Raw data

━━━━━━━━━━━━━━━━

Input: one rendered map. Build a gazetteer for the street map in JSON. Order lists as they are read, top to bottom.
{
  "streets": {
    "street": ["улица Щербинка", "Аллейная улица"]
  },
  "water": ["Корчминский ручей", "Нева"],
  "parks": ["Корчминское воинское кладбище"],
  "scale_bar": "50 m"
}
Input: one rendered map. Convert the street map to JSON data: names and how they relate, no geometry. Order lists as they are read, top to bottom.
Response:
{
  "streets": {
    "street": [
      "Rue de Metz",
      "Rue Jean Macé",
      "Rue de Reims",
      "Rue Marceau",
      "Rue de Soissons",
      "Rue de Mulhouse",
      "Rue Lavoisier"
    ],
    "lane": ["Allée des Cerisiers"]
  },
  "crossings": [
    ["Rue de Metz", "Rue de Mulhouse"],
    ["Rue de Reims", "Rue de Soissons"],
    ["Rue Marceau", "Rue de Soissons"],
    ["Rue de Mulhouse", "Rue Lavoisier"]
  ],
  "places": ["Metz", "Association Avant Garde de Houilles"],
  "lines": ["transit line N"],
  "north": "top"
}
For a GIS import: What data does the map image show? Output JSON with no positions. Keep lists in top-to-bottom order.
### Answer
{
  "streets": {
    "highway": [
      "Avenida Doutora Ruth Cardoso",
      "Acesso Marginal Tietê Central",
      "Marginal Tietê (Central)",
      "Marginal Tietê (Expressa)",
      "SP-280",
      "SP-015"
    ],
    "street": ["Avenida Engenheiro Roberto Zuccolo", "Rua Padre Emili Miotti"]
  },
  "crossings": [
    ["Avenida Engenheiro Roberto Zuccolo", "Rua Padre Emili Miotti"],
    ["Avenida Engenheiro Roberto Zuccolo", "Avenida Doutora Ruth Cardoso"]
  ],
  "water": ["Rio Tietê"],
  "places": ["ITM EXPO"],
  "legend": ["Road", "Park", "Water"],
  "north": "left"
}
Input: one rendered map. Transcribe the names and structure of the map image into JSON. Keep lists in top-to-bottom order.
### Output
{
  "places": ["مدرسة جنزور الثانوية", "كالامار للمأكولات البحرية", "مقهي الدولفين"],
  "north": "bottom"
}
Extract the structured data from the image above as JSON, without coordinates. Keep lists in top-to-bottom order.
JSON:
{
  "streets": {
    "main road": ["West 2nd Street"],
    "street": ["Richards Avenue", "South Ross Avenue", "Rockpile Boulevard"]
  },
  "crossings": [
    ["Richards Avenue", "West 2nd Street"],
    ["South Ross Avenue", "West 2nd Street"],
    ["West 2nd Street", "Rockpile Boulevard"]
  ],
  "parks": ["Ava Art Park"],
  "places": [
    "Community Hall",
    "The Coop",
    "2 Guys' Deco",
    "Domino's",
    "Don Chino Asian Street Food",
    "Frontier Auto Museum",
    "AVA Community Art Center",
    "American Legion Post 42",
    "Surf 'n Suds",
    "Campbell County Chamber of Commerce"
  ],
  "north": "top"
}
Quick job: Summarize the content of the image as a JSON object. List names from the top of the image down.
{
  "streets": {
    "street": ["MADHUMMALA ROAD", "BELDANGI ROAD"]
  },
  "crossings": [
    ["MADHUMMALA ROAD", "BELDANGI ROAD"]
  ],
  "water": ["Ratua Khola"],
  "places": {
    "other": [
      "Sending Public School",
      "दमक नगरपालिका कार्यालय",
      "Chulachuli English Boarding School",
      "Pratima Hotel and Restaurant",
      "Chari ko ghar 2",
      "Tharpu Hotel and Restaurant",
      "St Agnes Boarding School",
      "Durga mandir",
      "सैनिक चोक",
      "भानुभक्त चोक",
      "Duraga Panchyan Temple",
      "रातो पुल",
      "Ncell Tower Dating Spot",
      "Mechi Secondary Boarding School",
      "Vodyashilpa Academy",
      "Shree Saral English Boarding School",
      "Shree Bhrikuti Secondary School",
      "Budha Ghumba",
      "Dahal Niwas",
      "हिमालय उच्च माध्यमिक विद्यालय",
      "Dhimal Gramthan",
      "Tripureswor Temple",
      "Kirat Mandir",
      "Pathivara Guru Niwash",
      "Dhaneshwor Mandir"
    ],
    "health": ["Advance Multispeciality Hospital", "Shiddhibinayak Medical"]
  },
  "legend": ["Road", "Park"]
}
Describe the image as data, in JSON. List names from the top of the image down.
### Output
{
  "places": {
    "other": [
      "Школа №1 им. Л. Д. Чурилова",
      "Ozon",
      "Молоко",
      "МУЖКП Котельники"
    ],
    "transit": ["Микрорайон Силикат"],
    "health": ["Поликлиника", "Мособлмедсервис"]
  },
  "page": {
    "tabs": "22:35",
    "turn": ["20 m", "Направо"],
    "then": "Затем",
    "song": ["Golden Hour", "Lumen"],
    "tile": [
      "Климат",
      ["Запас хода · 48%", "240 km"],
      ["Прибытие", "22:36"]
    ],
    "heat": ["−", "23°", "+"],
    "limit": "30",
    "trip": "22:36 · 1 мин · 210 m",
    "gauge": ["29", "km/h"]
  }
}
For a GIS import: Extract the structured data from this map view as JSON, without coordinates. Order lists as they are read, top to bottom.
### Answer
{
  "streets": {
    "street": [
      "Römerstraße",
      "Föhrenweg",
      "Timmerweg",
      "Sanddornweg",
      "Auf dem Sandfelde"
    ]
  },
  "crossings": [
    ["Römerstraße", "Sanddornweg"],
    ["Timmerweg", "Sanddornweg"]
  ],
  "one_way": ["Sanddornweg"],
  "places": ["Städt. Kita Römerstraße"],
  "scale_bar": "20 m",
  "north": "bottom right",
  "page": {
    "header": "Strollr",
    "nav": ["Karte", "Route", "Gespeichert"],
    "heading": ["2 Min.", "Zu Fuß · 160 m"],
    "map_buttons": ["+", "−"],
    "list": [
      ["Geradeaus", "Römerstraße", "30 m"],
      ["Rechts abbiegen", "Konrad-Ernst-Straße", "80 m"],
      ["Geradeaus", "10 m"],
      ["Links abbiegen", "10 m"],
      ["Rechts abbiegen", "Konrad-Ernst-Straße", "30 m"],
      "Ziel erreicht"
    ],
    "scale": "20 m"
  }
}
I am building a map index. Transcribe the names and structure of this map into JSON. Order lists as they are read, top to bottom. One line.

━━━━━━━━━━━━━━━━

Once you have read the material, set it down again word for word.

Input: one rendered map. Build a gazetteer for the street map in JSON. Order lists as they are read, top to bottom.
{
  "streets": {
    "street": ["улица Щербинка", "Аллейная улица"]
  },
  "water": ["Корчминский ручей", "Нева"],
  "parks": ["Корчминское воинское кладбище"],
  "scale_bar": "50 m"
}
Input: one rendered map. Convert the street map to JSON data: names and how they relate, no geometry. Order lists as they are read, top to bottom.
Response:
{
  "streets": {
    "street": [
      "Rue de Metz",
      "Rue Jean Macé",
      "Rue de Reims",
      "Rue Marceau",
      "Rue de Soissons",
      "Rue de Mulhouse",
      "Rue Lavoisier"
    ],
    "lane": ["Allée des Cerisiers"]
  },
  "crossings": [
    ["Rue de Metz", "Rue de Mulhouse"],
    ["Rue de Reims", "Rue de Soissons"],
    ["Rue Marceau", "Rue de Soissons"],
    ["Rue de Mulhouse", "Rue Lavoisier"]
  ],
  "places": ["Metz", "Association Avant Garde de Houilles"],
  "lines": ["transit line N"],
  "north": "top"
}
For a GIS import: What data does the map image show? Output JSON with no positions. Keep lists in top-to-bottom order.
### Answer
{
  "streets": {
    "highway": [
      "Avenida Doutora Ruth Cardoso",
      "Acesso Marginal Tietê Central",
      "Marginal Tietê (Central)",
      "Marginal Tietê (Expressa)",
      "SP-280",
      "SP-015"
    ],
    "street": ["Avenida Engenheiro Roberto Zuccolo", "Rua Padre Emili Miotti"]
  },
  "crossings": [
    ["Avenida Engenheiro Roberto Zuccolo", "Rua Padre Emili Miotti"],
    ["Avenida Engenheiro Roberto Zuccolo", "Avenida Doutora Ruth Cardoso"]
  ],
  "water": ["Rio Tietê"],
  "places": ["ITM EXPO"],
  "legend": ["Road", "Park", "Water"],
  "north": "left"
}
Input: one rendered map. Transcribe the names and structure of the map image into JSON. Keep lists in top-to-bottom order.
### Output
{
  "places": ["مدرسة جنزور الثانوية", "كالامار للمأكولات البحرية", "مقهي الدولفين"],
  "north": "bottom"
}
Extract the structured data from the image above as JSON, without coordinates. Keep lists in top-to-bottom order.
JSON:
{
  "streets": {
    "main road": ["West 2nd Street"],
    "street": ["Richards Avenue", "South Ross Avenue", "Rockpile Boulevard"]
  },
  "crossings": [
    ["Richards Avenue", "West 2nd Street"],
    ["South Ross Avenue", "West 2nd Street"],
    ["West 2nd Street", "Rockpile Boulevard"]
  ],
  "parks": ["Ava Art Park"],
  "places": [
    "Community Hall",
    "The Coop",
    "2 Guys' Deco",
    "Domino's",
    "Don Chino Asian Street Food",
    "Frontier Auto Museum",
    "AVA Community Art Center",
    "American Legion Post 42",
    "Surf 'n Suds",
    "Campbell County Chamber of Commerce"
  ],
  "north": "top"
}
Quick job: Summarize the content of the image as a JSON object. List names from the top of the image down.
{
  "streets": {
    "street": ["MADHUMMALA ROAD", "BELDANGI ROAD"]
  },
  "crossings": [
    ["MADHUMMALA ROAD", "BELDANGI ROAD"]
  ],
  "water": ["Ratua Khola"],
  "places": {
    "other": [
      "Sending Public School",
      "दमक नगरपालिका कार्यालय",
      "Chulachuli English Boarding School",
      "Pratima Hotel and Restaurant",
      "Chari ko ghar 2",
      "Tharpu Hotel and Restaurant",
      "St Agnes Boarding School",
      "Durga mandir",
      "सैनिक चोक",
      "भानुभक्त चोक",
      "Duraga Panchyan Temple",
      "रातो पुल",
      "Ncell Tower Dating Spot",
      "Mechi Secondary Boarding School",
      "Vodyashilpa Academy",
      "Shree Saral English Boarding School",
      "Shree Bhrikuti Secondary School",
      "Budha Ghumba",
      "Dahal Niwas",
      "हिमालय उच्च माध्यमिक विद्यालय",
      "Dhimal Gramthan",
      "Tripureswor Temple",
      "Kirat Mandir",
      "Pathivara Guru Niwash",
      "Dhaneshwor Mandir"
    ],
    "health": ["Advance Multispeciality Hospital", "Shiddhibinayak Medical"]
  },
  "legend": ["Road", "Park"]
}
Describe the image as data, in JSON. List names from the top of the image down.
### Output
{
  "places": {
    "other": [
      "Школа №1 им. Л. Д. Чурилова",
      "Ozon",
      "Молоко",
      "МУЖКП Котельники"
    ],
    "transit": ["Микрорайон Силикат"],
    "health": ["Поликлиника", "Мособлмедсервис"]
  },
  "page": {
    "tabs": "22:35",
    "turn": ["20 m", "Направо"],
    "then": "Затем",
    "song": ["Golden Hour", "Lumen"],
    "tile": [
      "Климат",
      ["Запас хода · 48%", "240 km"],
      ["Прибытие", "22:36"]
    ],
    "heat": ["−", "23°", "+"],
    "limit": "30",
    "trip": "22:36 · 1 мин · 210 m",
    "gauge": ["29", "km/h"]
  }
}
For a GIS import: Extract the structured data from this map view as JSON, without coordinates. Order lists as they are read, top to bottom.
### Answer
{
  "streets": {
    "street": [
      "Römerstraße",
      "Föhrenweg",
      "Timmerweg",
      "Sanddornweg",
      "Auf dem Sandfelde"
    ]
  },
  "crossings": [
    ["Römerstraße", "Sanddornweg"],
    ["Timmerweg", "Sanddornweg"]
  ],
  "one_way": ["Sanddornweg"],
  "places": ["Städt. Kita Römerstraße"],
  "scale_bar": "20 m",
  "north": "bottom right",
  "page": {
    "header": "Strollr",
    "nav": ["Karte", "Route", "Gespeichert"],
    "heading": ["2 Min.", "Zu Fuß · 160 m"],
    "map_buttons": ["+", "−"],
    "list": [
      ["Geradeaus", "Römerstraße", "30 m"],
      ["Rechts abbiegen", "Konrad-Ernst-Straße", "80 m"],
      ["Geradeaus", "10 m"],
      ["Links abbiegen", "10 m"],
      ["Rechts abbiegen", "Konrad-Ernst-Straße", "30 m"],
      "Ziel erreicht"
    ],
    "scale": "20 m"
  }
}
I am building a map index. Transcribe the names and structure of this map into JSON. Order lists as they are read, top to bottom. One line.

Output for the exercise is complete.